Throughout the material, some lines may have the word "strokeStyle". Count them and give the number only.
Segment Open
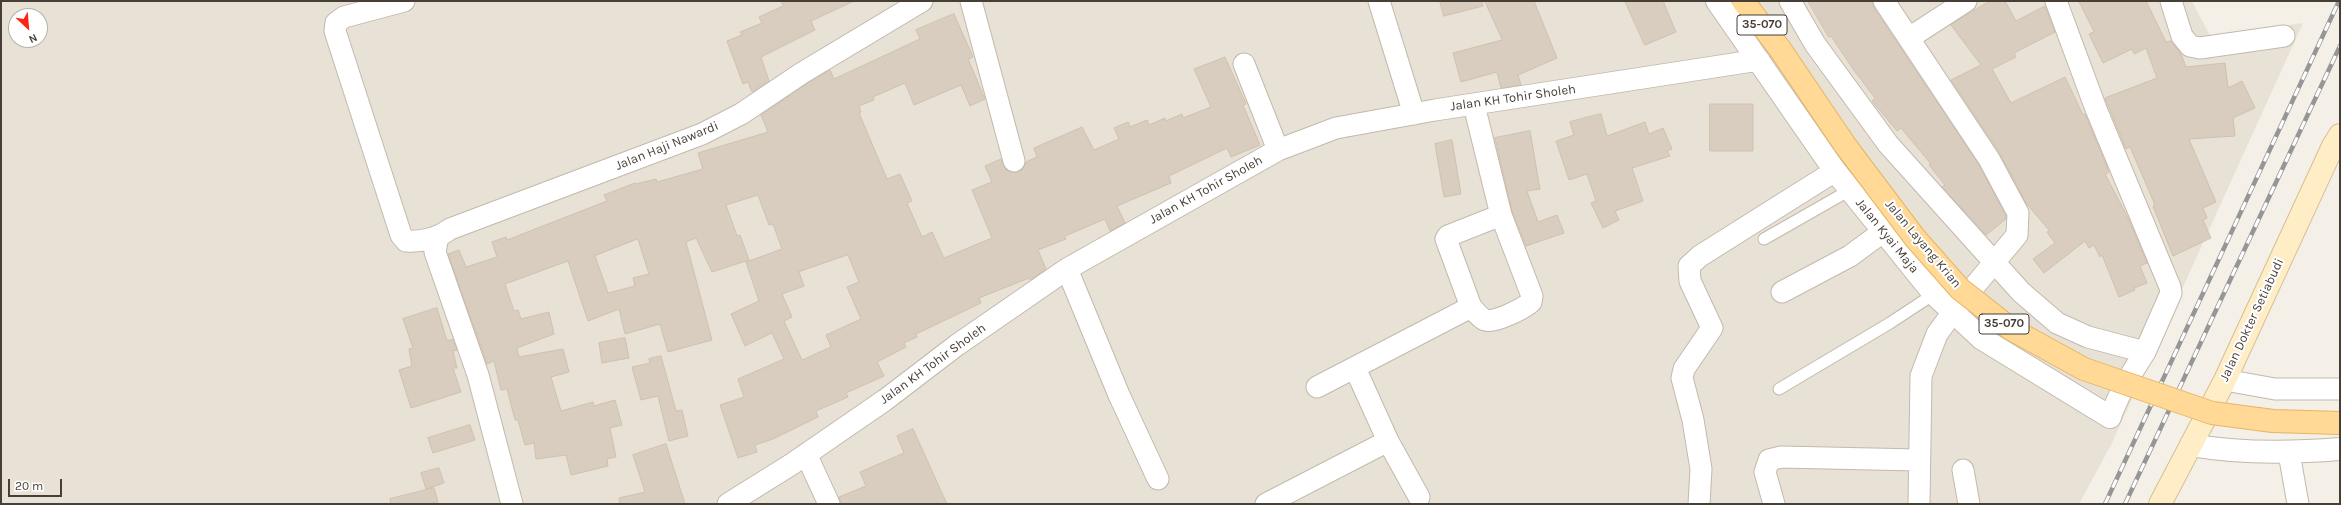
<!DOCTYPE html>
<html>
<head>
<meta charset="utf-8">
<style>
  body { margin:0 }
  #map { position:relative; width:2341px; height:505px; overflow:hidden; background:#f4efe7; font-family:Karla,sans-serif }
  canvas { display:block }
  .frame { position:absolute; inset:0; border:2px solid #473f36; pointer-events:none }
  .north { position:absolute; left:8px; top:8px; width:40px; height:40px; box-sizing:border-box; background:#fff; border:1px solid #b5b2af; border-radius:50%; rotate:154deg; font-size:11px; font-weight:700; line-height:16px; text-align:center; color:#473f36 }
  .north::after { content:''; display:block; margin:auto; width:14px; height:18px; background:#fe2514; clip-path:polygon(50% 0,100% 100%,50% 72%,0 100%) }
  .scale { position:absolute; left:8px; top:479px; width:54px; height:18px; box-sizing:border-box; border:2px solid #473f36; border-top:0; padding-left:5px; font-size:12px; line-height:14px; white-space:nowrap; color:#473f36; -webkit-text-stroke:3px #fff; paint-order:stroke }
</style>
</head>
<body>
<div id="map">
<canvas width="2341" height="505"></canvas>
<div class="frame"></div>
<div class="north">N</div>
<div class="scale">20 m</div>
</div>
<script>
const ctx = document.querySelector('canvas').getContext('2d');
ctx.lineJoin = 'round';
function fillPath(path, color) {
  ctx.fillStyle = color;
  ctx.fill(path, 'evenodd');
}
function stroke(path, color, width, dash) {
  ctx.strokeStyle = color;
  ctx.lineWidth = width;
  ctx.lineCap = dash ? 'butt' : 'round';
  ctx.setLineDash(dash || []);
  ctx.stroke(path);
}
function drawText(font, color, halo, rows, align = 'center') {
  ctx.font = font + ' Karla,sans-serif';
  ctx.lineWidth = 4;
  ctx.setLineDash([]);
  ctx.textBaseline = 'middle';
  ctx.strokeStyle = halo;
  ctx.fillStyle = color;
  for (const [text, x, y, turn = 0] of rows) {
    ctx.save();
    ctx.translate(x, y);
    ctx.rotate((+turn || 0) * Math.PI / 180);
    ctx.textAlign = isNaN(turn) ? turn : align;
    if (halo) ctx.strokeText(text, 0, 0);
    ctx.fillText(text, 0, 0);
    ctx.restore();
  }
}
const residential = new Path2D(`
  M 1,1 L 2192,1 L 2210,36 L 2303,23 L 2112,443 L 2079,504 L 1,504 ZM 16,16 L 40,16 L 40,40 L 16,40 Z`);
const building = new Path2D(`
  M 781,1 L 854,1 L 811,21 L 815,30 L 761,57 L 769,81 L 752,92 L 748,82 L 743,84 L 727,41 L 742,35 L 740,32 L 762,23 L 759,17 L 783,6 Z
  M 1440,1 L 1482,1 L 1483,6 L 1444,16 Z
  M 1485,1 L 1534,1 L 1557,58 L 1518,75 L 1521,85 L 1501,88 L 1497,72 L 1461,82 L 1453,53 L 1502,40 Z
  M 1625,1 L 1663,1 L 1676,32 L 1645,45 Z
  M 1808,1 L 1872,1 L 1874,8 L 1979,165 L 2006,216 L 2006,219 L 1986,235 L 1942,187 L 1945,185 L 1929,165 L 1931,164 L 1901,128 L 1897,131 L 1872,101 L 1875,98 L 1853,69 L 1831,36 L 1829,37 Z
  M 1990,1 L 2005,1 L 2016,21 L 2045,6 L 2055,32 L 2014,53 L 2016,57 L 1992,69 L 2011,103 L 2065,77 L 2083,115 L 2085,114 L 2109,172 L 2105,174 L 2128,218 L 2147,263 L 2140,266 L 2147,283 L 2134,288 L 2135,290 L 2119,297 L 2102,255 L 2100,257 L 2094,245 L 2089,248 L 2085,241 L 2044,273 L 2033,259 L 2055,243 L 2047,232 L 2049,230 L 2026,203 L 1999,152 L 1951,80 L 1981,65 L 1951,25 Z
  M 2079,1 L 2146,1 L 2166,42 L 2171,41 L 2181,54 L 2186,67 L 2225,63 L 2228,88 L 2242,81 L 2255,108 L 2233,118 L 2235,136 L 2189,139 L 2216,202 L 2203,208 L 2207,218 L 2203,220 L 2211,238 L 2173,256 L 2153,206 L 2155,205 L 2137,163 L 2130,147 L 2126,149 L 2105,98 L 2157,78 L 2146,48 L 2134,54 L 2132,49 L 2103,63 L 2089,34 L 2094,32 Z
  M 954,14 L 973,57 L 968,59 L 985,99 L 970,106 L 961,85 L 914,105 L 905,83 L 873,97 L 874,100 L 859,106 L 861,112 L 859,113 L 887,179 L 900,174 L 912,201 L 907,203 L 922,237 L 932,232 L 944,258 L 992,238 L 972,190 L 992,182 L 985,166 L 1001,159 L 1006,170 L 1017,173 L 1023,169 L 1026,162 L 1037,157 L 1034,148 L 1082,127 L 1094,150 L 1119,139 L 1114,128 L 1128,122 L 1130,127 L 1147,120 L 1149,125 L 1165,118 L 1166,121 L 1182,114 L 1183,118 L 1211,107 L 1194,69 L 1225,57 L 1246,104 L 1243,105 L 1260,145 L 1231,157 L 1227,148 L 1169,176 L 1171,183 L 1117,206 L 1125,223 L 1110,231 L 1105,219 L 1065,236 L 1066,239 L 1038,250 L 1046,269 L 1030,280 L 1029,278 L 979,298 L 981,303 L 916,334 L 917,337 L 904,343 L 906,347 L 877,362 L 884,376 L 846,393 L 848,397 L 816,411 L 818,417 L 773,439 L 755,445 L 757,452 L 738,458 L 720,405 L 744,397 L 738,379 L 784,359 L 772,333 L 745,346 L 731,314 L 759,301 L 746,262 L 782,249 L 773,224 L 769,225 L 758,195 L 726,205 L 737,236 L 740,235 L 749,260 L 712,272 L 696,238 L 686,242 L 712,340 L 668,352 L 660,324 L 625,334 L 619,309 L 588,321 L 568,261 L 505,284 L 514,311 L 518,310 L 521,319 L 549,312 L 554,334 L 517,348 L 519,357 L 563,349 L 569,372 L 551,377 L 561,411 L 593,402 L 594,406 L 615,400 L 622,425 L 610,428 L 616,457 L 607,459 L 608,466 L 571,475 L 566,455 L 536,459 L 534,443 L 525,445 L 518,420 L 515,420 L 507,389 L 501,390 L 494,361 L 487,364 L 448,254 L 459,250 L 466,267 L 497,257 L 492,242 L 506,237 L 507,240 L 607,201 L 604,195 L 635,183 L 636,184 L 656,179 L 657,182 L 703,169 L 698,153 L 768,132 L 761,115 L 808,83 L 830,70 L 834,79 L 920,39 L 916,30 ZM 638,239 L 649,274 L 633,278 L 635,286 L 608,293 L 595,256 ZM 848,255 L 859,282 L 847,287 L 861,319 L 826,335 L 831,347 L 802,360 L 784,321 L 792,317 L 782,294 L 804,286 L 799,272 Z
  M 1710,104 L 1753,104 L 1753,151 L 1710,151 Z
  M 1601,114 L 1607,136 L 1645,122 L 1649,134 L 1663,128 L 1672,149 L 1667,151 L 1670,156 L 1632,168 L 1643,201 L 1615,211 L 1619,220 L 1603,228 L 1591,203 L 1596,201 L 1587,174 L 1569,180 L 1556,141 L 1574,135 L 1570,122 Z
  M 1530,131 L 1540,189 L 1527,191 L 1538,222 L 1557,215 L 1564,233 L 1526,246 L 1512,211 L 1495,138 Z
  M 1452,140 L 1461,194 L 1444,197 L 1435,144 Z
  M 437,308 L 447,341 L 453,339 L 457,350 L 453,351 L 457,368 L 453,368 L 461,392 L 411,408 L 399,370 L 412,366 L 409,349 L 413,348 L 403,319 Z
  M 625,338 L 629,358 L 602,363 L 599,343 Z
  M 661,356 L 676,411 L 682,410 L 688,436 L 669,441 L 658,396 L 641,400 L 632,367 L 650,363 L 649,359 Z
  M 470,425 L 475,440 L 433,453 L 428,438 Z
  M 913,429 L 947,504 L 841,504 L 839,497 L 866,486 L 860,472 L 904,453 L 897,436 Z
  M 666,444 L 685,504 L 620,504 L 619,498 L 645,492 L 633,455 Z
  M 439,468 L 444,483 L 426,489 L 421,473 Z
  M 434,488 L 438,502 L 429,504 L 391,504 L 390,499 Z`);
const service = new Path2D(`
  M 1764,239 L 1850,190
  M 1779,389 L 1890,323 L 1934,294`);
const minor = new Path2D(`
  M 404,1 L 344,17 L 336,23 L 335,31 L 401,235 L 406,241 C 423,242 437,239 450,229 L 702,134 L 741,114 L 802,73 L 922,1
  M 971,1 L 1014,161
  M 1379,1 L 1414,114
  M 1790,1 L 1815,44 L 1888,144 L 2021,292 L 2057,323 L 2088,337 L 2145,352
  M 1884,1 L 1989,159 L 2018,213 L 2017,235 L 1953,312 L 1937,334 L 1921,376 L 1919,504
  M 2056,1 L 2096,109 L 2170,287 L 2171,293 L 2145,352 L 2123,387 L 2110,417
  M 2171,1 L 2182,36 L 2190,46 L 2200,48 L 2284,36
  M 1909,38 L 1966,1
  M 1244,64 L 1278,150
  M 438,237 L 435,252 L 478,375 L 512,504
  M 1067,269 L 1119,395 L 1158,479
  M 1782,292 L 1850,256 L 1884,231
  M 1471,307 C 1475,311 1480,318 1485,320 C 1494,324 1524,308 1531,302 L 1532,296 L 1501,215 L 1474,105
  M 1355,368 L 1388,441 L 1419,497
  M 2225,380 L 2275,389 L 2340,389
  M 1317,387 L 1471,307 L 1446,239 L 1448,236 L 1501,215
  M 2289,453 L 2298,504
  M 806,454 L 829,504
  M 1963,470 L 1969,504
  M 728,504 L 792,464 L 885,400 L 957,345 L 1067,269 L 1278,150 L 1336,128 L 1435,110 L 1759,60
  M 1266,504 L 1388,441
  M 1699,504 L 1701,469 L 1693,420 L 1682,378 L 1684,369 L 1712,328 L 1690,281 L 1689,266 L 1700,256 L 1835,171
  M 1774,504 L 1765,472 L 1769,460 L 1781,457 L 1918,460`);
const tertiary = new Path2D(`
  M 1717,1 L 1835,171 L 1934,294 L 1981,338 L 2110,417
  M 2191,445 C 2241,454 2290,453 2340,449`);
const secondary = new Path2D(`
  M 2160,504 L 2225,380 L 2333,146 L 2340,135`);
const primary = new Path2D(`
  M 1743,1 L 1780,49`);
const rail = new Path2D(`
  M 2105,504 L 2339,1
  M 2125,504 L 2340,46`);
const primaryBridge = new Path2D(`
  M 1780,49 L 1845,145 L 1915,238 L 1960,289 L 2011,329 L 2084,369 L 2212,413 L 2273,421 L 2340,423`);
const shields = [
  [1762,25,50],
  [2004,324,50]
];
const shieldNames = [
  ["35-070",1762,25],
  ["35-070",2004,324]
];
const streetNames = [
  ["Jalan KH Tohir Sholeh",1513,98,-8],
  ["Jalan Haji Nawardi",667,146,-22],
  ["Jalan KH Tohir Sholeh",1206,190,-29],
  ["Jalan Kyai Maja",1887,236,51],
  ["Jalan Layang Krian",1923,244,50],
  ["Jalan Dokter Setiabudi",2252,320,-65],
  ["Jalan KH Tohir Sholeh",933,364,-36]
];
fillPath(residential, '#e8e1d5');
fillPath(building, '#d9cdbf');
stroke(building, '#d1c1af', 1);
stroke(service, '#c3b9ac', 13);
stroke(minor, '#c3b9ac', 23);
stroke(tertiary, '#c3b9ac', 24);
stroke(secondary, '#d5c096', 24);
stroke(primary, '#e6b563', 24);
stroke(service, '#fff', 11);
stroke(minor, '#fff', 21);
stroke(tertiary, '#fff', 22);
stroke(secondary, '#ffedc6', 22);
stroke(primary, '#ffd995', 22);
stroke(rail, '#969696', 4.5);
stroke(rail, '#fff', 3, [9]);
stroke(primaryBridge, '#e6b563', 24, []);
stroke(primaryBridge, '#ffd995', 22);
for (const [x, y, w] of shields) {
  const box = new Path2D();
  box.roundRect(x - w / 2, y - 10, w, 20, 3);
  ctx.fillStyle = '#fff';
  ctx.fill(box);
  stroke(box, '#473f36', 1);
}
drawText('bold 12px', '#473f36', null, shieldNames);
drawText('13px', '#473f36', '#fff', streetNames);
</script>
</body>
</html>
Segment Closed
Segment Open
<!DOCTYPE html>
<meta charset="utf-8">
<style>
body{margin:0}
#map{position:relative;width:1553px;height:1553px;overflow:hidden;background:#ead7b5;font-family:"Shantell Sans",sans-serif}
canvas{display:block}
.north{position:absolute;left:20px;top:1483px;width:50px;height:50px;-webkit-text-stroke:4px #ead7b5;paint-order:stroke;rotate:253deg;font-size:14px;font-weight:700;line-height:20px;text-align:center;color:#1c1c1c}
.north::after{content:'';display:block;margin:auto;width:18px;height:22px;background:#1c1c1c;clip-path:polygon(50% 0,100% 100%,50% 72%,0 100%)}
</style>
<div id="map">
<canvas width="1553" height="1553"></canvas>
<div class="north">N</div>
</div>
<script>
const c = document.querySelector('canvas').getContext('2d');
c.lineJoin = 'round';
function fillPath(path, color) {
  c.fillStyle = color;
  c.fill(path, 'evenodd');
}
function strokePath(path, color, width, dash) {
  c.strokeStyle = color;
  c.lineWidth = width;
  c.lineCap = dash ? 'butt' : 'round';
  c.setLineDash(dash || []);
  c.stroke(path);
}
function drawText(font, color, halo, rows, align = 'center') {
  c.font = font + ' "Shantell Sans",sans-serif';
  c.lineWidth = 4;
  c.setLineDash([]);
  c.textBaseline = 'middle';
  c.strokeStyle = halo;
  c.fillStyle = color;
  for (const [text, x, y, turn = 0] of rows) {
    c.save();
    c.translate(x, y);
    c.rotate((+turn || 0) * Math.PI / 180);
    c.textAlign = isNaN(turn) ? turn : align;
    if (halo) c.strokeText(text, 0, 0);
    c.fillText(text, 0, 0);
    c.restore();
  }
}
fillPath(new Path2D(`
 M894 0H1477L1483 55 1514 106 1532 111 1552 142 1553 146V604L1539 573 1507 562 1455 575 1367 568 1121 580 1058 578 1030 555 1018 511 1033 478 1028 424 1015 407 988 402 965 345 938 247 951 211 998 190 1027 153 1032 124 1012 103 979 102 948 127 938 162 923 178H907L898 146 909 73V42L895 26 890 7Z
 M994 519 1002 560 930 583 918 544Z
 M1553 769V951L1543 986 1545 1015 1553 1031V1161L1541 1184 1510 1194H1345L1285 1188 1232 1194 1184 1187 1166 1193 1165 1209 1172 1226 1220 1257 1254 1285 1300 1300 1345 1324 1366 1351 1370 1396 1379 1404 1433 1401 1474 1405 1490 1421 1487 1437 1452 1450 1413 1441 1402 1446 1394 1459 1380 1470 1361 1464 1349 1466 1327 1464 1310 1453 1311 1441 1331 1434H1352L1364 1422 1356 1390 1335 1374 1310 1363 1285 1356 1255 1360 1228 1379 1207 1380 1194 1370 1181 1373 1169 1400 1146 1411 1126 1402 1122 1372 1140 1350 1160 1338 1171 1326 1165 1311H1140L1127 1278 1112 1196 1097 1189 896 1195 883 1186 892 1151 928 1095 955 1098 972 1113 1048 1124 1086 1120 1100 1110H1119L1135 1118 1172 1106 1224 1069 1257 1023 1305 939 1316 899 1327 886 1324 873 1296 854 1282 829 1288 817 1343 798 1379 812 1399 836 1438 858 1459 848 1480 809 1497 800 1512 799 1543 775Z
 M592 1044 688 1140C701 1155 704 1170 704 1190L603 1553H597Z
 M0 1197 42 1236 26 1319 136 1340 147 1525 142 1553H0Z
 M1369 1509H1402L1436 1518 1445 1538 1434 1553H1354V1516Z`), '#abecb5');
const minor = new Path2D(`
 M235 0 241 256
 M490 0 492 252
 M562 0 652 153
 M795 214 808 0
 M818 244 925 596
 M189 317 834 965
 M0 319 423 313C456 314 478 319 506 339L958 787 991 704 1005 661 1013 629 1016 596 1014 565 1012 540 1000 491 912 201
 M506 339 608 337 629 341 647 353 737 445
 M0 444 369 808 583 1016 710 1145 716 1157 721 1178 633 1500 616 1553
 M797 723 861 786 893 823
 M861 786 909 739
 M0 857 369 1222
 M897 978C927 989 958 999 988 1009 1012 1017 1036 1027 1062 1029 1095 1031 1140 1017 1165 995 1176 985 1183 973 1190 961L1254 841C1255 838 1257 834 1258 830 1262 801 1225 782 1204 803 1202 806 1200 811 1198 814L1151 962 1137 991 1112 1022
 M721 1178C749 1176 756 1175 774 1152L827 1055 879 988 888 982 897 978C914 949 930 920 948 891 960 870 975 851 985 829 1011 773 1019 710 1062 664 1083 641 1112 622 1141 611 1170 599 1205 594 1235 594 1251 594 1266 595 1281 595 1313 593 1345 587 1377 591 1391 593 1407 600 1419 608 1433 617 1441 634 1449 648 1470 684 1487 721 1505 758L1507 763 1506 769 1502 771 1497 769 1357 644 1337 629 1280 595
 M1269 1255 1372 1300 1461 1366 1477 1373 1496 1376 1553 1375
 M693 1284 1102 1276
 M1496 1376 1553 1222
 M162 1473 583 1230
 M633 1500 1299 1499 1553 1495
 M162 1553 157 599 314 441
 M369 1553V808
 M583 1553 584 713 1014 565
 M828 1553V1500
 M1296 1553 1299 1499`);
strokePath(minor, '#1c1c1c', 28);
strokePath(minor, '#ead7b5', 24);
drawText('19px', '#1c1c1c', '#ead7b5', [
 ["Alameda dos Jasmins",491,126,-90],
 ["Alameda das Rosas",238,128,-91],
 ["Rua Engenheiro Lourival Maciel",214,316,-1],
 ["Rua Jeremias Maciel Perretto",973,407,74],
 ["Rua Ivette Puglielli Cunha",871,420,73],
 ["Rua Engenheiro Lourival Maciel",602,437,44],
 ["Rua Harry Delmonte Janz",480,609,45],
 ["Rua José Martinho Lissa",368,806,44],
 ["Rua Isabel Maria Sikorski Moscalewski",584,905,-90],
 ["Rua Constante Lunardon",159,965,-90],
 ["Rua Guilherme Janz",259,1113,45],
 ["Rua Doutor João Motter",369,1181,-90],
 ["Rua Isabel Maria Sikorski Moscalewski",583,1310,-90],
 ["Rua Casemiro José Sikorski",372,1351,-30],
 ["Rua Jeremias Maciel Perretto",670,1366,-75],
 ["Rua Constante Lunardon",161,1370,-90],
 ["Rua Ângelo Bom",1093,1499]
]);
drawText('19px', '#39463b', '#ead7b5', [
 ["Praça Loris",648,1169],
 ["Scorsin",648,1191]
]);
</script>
Segment Closed
- **Exercise output**
4